Often these films emphasise the powerlessness that individuals feel when confronted by structures of power that are unresponsive. Meleyo is the face of unyielding border control while another one of these structures, the media, is represented by the newscaster who gives frequent updates on the preparations for the Pope’s visit. Unlike Meleyo, he does not appear in the same space as the other characters but instead materialises through black and white images on various television screens. When towards the end of the film, he decrees the Pope’s visit a great success and implores him to return, Beto tries to act in defiance to his ridiculous words by throwing a bottle of wine at the screen. It is telling that only the bottle smashes, and, while it drips a red wash of colour across the glass, the newscaster’s image continues unrelentingly. Beto and the other characters have no ability to stop or overturn the media’s misinformation and apparent lack of concern for their predicament in the same way that they have no effect on border policy and control.
As viewers, we are at a remove from this situation and we are given an overview of the events that means we do not fall into the same state of naïve optimism that infects the characters. In the first instance, the unfolding of the narrative privileges us with the ability to see that the newscaster’s excited estimate of up to 200,000 attendees is a fallacy. We are also given the hindsight to understand, in a moment of bittersweet humour, the essential failure of the event. In the film’s final statement the following lines appear on screen for the audience only:
“The Pope never came back. It is estimated that on May 8, 1988, fewer than 8,000 people attended the speech. Most were from Melo. 387 stands were set up. There were about 400 Brazilians and some 300 journalists.”
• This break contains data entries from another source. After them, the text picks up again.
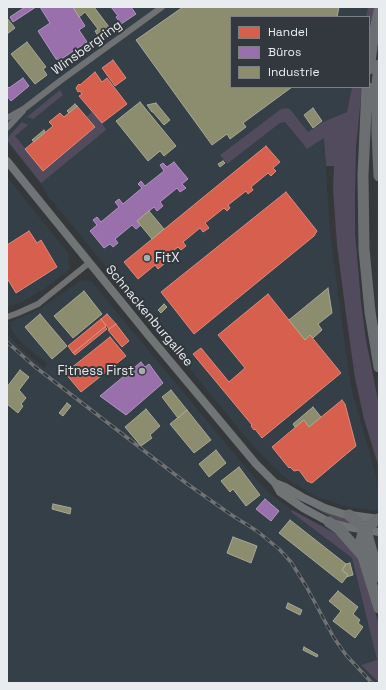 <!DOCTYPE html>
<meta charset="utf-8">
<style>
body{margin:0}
#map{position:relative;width:386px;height:690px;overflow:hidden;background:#35383a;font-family:"Space Grotesk",sans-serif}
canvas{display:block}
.frame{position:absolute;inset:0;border:8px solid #e9ecef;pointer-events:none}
.legend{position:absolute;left:230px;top:16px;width:140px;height:72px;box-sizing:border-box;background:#32383d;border:1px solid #7b8084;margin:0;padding:5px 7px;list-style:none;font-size:12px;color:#e9ecef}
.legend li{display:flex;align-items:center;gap:8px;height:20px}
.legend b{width:20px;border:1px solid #7b8084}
</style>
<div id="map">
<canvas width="386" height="690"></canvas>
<div class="frame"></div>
<ul class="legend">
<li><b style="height:11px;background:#d6604d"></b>Handel</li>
<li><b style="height:11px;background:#9970ab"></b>Büros</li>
<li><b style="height:11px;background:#8c8c6e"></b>Industrie</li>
</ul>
</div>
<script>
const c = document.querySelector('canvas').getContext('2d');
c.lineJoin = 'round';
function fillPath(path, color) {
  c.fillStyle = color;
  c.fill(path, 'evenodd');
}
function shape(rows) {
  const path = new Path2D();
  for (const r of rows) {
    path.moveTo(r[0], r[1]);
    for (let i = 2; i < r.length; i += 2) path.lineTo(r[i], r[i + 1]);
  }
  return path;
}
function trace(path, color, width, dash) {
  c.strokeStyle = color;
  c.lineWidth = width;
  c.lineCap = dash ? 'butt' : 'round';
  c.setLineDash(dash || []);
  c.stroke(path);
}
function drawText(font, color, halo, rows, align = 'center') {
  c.font = font + ' "Space Grotesk",sans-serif';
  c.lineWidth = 4;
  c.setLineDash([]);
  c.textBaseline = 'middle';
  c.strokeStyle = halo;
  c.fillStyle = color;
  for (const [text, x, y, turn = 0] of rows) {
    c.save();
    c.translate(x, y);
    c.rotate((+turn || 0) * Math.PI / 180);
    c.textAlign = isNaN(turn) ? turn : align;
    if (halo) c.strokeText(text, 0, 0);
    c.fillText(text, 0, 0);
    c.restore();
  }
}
fillPath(shape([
 [7,7,368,7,366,17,231,17,231,87,352,87,347,112,323,122,308,132,290,109,286,108,281,109,220,155,227,164,280,123,285,122,307,149,324,138,330,233,345,345,351,387,379,487,379,511,348,507,315,496,286,478,273,466,253,446,48,196,40,183,7,142],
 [7,177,68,253,70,269,44,289,22,302,7,308],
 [81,280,91,281,251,474,270,494,292,510,291,512,352,558,377,661,361,665,378,683,7,683,7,334,20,348,44,368,47,363,28,349,17,338,8,323,40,309]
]), '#353f47');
fillPath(shape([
 [368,7,375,7,369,38,369,17,366,17],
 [352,87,362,87,356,147,355,192,355,233,361,302,366,340,379,405,379,468,364,419,355,378,346,314,337,245,333,188,334,166,326,166,324,138,307,149,285,122,280,123,227,164,220,155,281,109,286,108,290,109,308,132,323,122,347,112],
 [60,90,63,95,33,119,27,117],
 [92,112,102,123,106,130,41,183,7,140,9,136,22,122,28,125,15,136,43,170,94,128,86,117],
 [309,505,326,512,342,517,354,522,349,524,337,520],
 [292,510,340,536,357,556,363,569,379,625,379,683,361,665,377,660,352,558,291,512]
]), '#524b5d');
const shops = shape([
 [113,60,126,78,115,86,102,68,113,60],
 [95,72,102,82,107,78,127,104,102,123,79,96,82,94,80,91,78,92,76,88,78,85,79,84,80,85,95,72],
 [77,106,95,127,43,171,25,149,53,126,49,122,60,113,64,117,77,106],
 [266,146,280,162,273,168,276,171,271,176,268,173,251,187,253,190,248,194,246,191,228,205,230,208,227,211,224,208,205,223,209,228,203,232,200,228,183,242,186,246,181,250,178,247,161,260,164,264,158,269,155,265,138,279,124,262,266,146],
 [286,192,317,231,314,236,194,334,161,292,286,192],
 [29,231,37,243,41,240,57,267,16,293,7,278,7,245,29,231],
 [268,294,305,340,310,335,341,373,262,438,255,429,254,430,251,426,252,425,193,354,201,348,229,382,245,368,218,335,268,294],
 [107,314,116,324,109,329,101,319,107,314],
 [101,319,106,326,73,353,68,346,101,319],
 [116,324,129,341,122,347,108,330,116,324],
 [105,327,107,329,75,355,73,353,105,327],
 [110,337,126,356,81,392,65,373,110,337],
 [342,400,345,404,356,446,312,483,307,481,299,470,294,471,290,467,289,468,272,447,304,420,309,427,342,400]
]);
fillPath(shops, '#d6604d');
trace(shops, '#dc8a7e', 1);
const offices = shape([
 [25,7,36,7,13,22,10,17,25,7],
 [40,7,73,7,85,26,79,30,87,42,60,60,56,59,38,31,50,23,40,7],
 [111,7,131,7,136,14,121,24,116,17,118,16,111,7],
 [23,78,29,86,11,101,7,96,7,86,9,88,23,78],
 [174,162,188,179,182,184,186,188,180,192,177,188,160,202,163,206,157,211,154,207,137,221,141,225,136,229,132,225,115,239,118,243,113,247,110,244,104,248,90,231,97,225,93,220,97,217,101,222,119,207,115,202,119,199,123,204,142,188,138,184,141,181,145,186,164,171,160,165,163,163,167,167,174,162],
 [141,362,145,367,149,364,163,383,126,415,100,396,141,362],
 [265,499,279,511,271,521,256,509,265,499]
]);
fillPath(offices, '#9970ab');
trace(offices, '#b195bf', 1);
const industry = shape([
 [73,7,94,7,112,31,100,39,95,31,98,29,85,12,79,17,73,7],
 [183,7,339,7,337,17,231,17,231,87,292,87,243,123,246,127,230,139,227,134,212,145,136,40,183,7],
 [7,18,15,28,7,34,7,18],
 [27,42,46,67,43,69,47,75,35,84,11,54,27,42],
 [140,102,176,146,164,156,160,151,148,161,116,121,140,102],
 [156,103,170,120,164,125,153,112,152,112,147,105,156,103],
 [75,104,77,106,69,113,67,111,75,104],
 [313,108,322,121,313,128,304,115,313,108],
 [44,130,45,132,34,142,32,140,44,130],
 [223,161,225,163,220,167,218,164,223,161],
 [149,211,164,229,152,239,137,221,149,211],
 [328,288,332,313,318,324,322,330,313,338,310,335,305,340,289,320,328,288],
 [84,291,102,314,73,338,54,316,84,291],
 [164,304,167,307,161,313,158,310,164,304],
 [40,314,67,346,52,359,25,327,40,314],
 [20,370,29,377,19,390,26,398,21,404,23,406,18,413,7,404,7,387,20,370],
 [171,390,187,410,178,418,162,397,171,390],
 [67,403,71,406,63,416,59,413,67,403],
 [313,407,321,417,309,427,304,420,295,427,293,424,313,407],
 [146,409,160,426,150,435,152,438,141,446,125,427,146,409],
 [187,410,211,440,194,453,170,424,187,410],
 [216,450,226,463,209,477,199,464,216,450],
 [239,467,260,495,246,506,233,489,230,492,221,481,239,467],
 [53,504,71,508,70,514,52,509,53,504],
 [290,520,346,564,342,570,348,575,342,583,279,533,290,520],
 [233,537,257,546,251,563,227,553,233,537],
 [350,563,353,575,346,577,348,575,342,570,346,564,350,563],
 [338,591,358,607,353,614,360,620,358,623,363,627,355,638,333,621,341,611,329,601,338,591],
 [288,603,302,610,300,615,286,608,288,603],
 [304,647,318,655,317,657,303,650,304,647]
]);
fillPath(industry, '#8c8c6e');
trace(industry, '#a8a995', 1);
trace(shape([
 [7,118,25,108,60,81,162,7],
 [7,128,23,111],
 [7,317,18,313,38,304,89,263]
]), '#707172', 6);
trace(shape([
 [7,161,149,336,256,464,275,483,280,492,303,508,329,522,348,527,379,532],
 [275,483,285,487,302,497,325,508,343,514,379,519]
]), '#717475', 8);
trace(shape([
 [379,65,377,84,377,132,379,176],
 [369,69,373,40,379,11],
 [367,87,363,175,364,249,370,312,379,367],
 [349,515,361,525,367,534,379,577],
 [378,519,371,524,363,533,361,540,360,547,379,608],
 [329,522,339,529,362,555]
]), '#6c6f71', 11);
const rail = shape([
 [7,342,34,366,186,483,230,514,257,531,279,549,291,562,306,586,334,638,346,655,372,683]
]);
trace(rail, '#707274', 3.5);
trace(rail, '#32383d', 2, [6]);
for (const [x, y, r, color] of [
 [147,258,4,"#aaadb0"],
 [142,371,4,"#aaadb0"]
]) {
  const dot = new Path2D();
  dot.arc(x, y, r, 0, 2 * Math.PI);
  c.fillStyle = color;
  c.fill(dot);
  trace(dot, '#32383d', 1.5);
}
drawText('13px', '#e9ecef', '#32383d', [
 ["Winsbergring",87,48,-36],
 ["Schnackenburgallee",149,316,50]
]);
drawText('13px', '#e9ecef', '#32383d', [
 ["FitX",155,258],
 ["Fitness First",134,371,"right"]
], 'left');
</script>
While the position of discerning viewer invites us to laugh at Beto in the final image of the film, when we see him in his toilet hatching up a new scheme, it does not prevent identification. Instead the intimate moments that occur when the characters share conversation in the small rooms of their houses, in the basic local bar, in their small backyard and on the bumpy surfaces of the road, summon a connection with the audience that transcends the short time frame provided by the film. It is in this context that Enrique Fernández stated that ‘the story finished with a broken dream but the spirit does not die’. 2 An understanding of the vital spirit and ingenuity of the characters, who in this case represent not just a fictional construct but the essence of Melo, is particularly important for global viewership of the film. At a time when the Latin American region is often constructed as backwards and incompetent, a humanist story such as El baño del papa makes it possible to separate the desires, hopes and energies of a people from the structures of power that define and limit their position in the global economic order.
When released, El baño del papa was one of only a small handful of Uruguay-based films to receive international distribution. David Martin Jones and Soledad Montañez (2007, 2009) explain the way that the film is part of an emergent new Uruguayan cinema that is influenced by the international arena yet also manages to create stories specific to contemporary Uruguayan audiences. This ability to tell a story of global significance within a deeply local context allows it to transcend the stereotypes connected with Uruguay and the greater Latin American region to show the determination of an individual community amongst national, regional and global structures.
Miriam Ross
Notes
1. See David Martin-Jones and Soledad Montañez, 2008.
2. See the film notes from Cannes Film Festival 2007: www.golem.es/elbanodelpapa/notas.php.
Cast and Crew:
[Country: Uruguay. Production Company: Chaya Films. Directors: César Charlone, Enrique Fernández. Screenwriters: César Charlone, Enrique Fernández. Cinematographer: César Charlone. Editor: Gustavo Giani. Cast: César Troncoso (Beto); Virginia Méndez (Carmen); Mario Silva (Valvulina); Virginia Ruiz (Sylvia).]
Further Reading:
Dina Iordanova, ‘Shifting Politics of Place and Itinerary in International Cinema’ in Senses of Cinema, www.sensesofcinema.com/contents/01/ 14/displaced.html, 2001, pp. 1–10.
David Martin-Jones and Soledad Montañez, ‘Bicycle Thieves on Bicycles? El baño del papa (2007)’ in Studies in Hispanic Cinema, 4:3, 2008, pp. 183–98.
David Martin Jones and Soledad Montañez, ‘Cinema in Progress: New Uruguayan Cinema’ in Screen, 50:3, 2009, pp. 334–44.
Hamid Naficy, An Accented Cinema: Exilic and Diasporic Filmmaking, Princeton: Princeton University Press, 2001.
Ann Marie Stock, ‘Through Other Worlds and Other Times: Critical Praxis and Latin American Cinema’ in Framing Latin American Cinema: Contemporary Critical Perspectives, Minneapolis, London, University of Minnesota Press, 1997, pp. xix–xxxv.